Keynote Speaker and Environmental Advocate Protests Bush's Policies

By Leigh DuPuy

WetstoneLandmark environment protection laws are dangerously diluted by the Bush Administration's public policies, argued Gregory Wetstone, program director for the National Resource Defense Council (NRDC), in his keynote address given on the university plaza.

As part of the "Environmental Sciences, Public Policy, and Human Well-Being" convocation event, Wetstone gave a chilling laundry list of current policy changes he believes will undermine our nation's quality of life. "They are sweeping and pervasive," he said. "We are at a crossroads."

Wetstone outlined how an alteration in the definition of pollution by the Environmental Protection Agency has eliminated governance of mining waste. He pointed out that throughout the Bush Administration, more logging has been done in the Redwood Forest than before it acquired monument status. There are threats to preserved wetlands because of a change in its classification; clean water is endangered by a new policy called blending that dilutes sewage before it'ss released; and Yellowstone Park is so polluted by emissions from snowmobiles that park rangers wear gas masks in the winter months.

"There are hundreds of examples just like this," Wetstone said. "And how is it done? Without any public involvement, through sweetheart legal deals, a simple failure to enforce the law."

Wetstone works to right environmental wrongs through the NRDC, a non-profit environmental advocacy organization with more than 550,000 members. He advised the audience to read the papers, watch the news, participate in the process, and get on the NRDC e-mail list, which helps to mobilize volunteers and creates strategies for protesting or blocking changes to environmental policy.

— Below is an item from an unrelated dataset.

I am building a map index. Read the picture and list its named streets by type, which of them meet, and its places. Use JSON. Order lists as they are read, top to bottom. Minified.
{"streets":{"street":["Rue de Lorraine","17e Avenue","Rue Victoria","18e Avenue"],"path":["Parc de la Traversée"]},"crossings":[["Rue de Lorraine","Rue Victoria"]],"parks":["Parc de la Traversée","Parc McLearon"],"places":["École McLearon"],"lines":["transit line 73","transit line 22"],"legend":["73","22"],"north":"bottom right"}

The address was followed by a roundtable featuring UMass Boston faculty and alumnae: Regina McCarthy, chief of operations for the Governor's Office for Commonwealth Development; Pamela DiBona, vice president of the Environmental League of Massachusetts; Robert Bowen and William Robinson of the Environmental, Coastal, and Ocean Sciences Department; and James Ward of the Political Science Department.